Spokesmen for Palestinian officials did not immediately respond to requests for comment. There were no claims of responsibility for the attack by Palestinian armed groups.
Hallel, the victim, was related to Uri Ariel, Israel’s right-wing housing minister, who is a cousin of Hallel’s father, Israeli news media reported. Mr.
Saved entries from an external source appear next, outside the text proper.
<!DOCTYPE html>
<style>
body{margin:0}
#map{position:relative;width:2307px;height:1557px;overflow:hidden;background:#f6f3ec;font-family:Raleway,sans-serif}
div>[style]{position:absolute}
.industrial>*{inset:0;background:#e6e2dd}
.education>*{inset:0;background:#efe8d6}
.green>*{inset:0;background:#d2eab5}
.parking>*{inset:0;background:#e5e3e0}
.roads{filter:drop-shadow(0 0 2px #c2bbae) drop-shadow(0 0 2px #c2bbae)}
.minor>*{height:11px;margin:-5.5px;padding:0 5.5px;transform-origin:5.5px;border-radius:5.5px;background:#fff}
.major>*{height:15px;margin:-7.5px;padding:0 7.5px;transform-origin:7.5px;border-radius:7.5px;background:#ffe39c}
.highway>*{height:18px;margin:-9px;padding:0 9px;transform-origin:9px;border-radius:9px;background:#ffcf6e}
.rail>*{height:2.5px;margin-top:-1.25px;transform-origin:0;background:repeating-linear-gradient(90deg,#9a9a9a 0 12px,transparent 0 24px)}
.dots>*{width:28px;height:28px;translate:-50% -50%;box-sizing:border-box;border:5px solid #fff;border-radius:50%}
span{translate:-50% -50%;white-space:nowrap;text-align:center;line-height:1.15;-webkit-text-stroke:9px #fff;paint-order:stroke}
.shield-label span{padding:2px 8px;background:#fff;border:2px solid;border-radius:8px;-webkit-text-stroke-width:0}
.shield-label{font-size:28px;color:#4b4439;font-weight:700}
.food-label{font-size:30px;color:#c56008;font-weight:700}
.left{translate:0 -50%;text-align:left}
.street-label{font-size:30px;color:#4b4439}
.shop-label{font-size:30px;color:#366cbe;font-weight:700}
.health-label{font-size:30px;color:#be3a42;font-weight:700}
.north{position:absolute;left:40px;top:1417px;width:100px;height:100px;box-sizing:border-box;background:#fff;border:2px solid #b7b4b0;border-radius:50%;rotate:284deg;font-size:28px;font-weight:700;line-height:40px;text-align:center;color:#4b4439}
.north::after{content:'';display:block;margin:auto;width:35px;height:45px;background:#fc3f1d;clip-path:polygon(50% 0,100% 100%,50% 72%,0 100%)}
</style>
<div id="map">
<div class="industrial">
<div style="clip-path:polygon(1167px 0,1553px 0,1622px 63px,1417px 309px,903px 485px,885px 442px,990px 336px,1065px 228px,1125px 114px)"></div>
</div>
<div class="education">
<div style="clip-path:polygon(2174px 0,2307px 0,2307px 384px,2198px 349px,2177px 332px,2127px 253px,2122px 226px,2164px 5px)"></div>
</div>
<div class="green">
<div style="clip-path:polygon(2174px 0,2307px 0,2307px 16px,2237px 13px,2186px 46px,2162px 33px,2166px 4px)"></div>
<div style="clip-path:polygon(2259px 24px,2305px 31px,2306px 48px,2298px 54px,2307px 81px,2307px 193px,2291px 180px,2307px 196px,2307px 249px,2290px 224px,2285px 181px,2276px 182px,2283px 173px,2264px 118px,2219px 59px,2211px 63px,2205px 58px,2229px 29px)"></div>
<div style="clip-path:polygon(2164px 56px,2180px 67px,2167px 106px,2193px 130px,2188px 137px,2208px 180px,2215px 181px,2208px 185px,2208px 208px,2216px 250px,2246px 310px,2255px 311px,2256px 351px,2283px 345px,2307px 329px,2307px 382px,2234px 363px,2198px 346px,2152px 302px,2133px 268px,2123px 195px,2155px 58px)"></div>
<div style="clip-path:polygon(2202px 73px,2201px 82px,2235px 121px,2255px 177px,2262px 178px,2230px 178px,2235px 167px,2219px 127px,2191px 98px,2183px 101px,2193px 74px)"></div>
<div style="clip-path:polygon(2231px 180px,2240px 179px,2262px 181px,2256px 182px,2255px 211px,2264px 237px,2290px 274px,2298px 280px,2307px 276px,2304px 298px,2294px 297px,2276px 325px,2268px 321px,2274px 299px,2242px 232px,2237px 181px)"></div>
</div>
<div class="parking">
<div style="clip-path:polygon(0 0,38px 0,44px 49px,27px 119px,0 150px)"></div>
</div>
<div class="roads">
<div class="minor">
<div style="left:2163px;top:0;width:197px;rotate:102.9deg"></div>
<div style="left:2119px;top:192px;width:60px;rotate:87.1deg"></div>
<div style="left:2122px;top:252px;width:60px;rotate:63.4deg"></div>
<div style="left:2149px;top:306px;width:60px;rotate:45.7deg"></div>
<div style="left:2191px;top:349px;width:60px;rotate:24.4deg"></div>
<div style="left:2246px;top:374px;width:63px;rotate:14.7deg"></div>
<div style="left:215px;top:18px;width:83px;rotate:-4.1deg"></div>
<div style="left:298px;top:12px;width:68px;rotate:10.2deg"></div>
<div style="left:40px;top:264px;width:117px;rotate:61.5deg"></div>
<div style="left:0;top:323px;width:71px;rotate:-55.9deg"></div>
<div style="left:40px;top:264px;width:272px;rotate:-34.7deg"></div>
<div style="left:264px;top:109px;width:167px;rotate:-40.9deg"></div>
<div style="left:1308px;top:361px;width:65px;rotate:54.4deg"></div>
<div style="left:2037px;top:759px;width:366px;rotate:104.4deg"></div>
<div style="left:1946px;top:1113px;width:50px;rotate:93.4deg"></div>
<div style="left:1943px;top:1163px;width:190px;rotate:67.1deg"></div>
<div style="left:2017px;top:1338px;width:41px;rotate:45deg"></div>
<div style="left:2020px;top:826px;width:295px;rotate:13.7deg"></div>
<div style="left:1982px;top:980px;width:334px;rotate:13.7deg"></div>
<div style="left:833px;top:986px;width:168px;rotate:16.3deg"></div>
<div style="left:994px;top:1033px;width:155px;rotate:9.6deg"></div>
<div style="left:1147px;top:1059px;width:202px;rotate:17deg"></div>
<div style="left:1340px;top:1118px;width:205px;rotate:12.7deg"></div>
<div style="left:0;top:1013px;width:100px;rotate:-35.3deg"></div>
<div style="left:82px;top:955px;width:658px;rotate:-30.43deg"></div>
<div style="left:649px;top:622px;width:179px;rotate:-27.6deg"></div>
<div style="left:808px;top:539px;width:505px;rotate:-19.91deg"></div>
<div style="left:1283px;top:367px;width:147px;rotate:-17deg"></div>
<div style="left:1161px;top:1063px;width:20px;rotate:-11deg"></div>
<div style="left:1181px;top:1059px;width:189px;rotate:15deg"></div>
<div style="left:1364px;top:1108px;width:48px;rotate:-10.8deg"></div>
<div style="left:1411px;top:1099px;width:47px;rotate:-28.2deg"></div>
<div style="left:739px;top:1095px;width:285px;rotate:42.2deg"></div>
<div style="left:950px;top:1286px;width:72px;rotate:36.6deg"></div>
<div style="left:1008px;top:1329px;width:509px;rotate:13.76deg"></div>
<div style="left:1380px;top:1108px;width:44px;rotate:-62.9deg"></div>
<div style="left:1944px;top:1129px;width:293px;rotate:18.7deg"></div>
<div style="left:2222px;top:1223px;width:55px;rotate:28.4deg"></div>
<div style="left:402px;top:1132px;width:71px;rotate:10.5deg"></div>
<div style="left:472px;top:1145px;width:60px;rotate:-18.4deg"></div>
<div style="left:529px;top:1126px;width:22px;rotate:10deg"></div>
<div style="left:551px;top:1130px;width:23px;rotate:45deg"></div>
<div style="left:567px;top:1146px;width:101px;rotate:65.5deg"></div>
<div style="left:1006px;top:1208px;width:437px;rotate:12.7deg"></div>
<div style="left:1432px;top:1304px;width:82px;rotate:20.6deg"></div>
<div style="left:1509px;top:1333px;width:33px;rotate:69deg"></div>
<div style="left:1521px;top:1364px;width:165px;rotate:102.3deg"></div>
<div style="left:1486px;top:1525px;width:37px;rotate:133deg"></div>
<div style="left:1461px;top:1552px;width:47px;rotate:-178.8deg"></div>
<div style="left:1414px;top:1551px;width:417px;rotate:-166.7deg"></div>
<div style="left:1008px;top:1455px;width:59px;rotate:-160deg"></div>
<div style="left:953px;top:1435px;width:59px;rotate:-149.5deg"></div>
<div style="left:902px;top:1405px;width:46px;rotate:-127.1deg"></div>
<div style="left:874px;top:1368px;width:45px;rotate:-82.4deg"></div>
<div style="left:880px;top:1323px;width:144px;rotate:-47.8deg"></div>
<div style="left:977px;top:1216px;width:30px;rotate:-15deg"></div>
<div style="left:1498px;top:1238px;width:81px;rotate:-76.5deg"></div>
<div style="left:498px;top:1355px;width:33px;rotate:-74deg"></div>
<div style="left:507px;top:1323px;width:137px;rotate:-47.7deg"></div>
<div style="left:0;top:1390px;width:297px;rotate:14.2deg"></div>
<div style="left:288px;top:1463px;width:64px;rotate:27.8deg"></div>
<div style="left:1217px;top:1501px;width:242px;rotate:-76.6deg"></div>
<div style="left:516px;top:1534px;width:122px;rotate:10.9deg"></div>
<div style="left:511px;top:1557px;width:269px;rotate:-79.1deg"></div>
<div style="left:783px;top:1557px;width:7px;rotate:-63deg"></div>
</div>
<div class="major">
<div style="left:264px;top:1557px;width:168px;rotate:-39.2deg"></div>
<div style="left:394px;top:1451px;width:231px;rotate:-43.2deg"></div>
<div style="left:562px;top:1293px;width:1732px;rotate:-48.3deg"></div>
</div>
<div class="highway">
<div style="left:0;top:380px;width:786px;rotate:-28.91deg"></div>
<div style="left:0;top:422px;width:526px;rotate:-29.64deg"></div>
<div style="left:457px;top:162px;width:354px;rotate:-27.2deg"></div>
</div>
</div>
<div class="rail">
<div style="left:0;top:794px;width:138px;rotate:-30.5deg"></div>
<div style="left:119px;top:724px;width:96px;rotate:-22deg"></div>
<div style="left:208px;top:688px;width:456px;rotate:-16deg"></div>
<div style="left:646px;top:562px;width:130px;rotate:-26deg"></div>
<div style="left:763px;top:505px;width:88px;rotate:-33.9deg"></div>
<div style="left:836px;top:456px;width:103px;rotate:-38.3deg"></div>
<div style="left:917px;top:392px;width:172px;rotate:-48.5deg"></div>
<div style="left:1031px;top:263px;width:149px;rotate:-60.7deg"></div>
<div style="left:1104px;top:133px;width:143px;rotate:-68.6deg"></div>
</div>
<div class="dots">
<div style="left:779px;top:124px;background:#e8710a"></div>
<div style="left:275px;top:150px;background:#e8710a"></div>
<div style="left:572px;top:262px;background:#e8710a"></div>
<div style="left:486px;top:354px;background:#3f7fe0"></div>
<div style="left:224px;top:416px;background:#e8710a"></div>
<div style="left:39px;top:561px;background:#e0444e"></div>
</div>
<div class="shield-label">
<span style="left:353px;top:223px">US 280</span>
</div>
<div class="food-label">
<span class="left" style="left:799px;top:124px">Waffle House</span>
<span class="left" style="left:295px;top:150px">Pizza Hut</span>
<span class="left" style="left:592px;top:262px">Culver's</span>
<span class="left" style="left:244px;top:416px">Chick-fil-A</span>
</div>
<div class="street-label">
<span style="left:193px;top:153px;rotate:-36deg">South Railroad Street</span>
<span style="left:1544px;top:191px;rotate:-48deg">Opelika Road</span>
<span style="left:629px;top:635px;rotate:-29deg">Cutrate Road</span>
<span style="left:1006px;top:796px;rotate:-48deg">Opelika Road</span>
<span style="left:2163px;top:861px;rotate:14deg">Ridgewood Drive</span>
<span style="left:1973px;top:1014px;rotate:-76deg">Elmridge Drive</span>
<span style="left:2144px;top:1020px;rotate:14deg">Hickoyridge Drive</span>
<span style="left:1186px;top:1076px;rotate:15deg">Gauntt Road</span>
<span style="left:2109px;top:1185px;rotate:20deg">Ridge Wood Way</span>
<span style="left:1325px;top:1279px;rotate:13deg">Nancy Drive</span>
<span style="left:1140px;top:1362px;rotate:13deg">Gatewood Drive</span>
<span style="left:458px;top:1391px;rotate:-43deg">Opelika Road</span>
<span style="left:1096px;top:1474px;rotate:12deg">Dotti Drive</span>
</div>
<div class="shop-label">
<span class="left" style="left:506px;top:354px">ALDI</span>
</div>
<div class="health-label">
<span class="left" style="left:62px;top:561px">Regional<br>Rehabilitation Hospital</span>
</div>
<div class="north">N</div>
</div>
Ariel immediately pointed to her death as a call for more settlements in the West Bank, where Israel has maintained a nearly five-decade military occupation.
“It has to be clear that in the absence of a partner, that there will be Israeli sovereignty from the Jordan River to the Mediterranean Sea,” he said after the killing. “We have to employ very tough deterrence measures, such as expulsion of families, ending monetary aid, seizing money.”
“By doing this, and by carrying out a fitting Zionist response by construction and planting, we will bring about more quiet in the region,” he said.
Sari Bashi, the country director for Human Rights Watch in Israel and the Palestinian territories, described the killing as “horrific.”
“There can be no justification, moral or legal, for killing an Israeli child as she sleeps in her bed,” Ms. Bashi said. “As despicable as the killing is, the Israeli government has no authority to punish the attacker’s family members, who committed no crime.”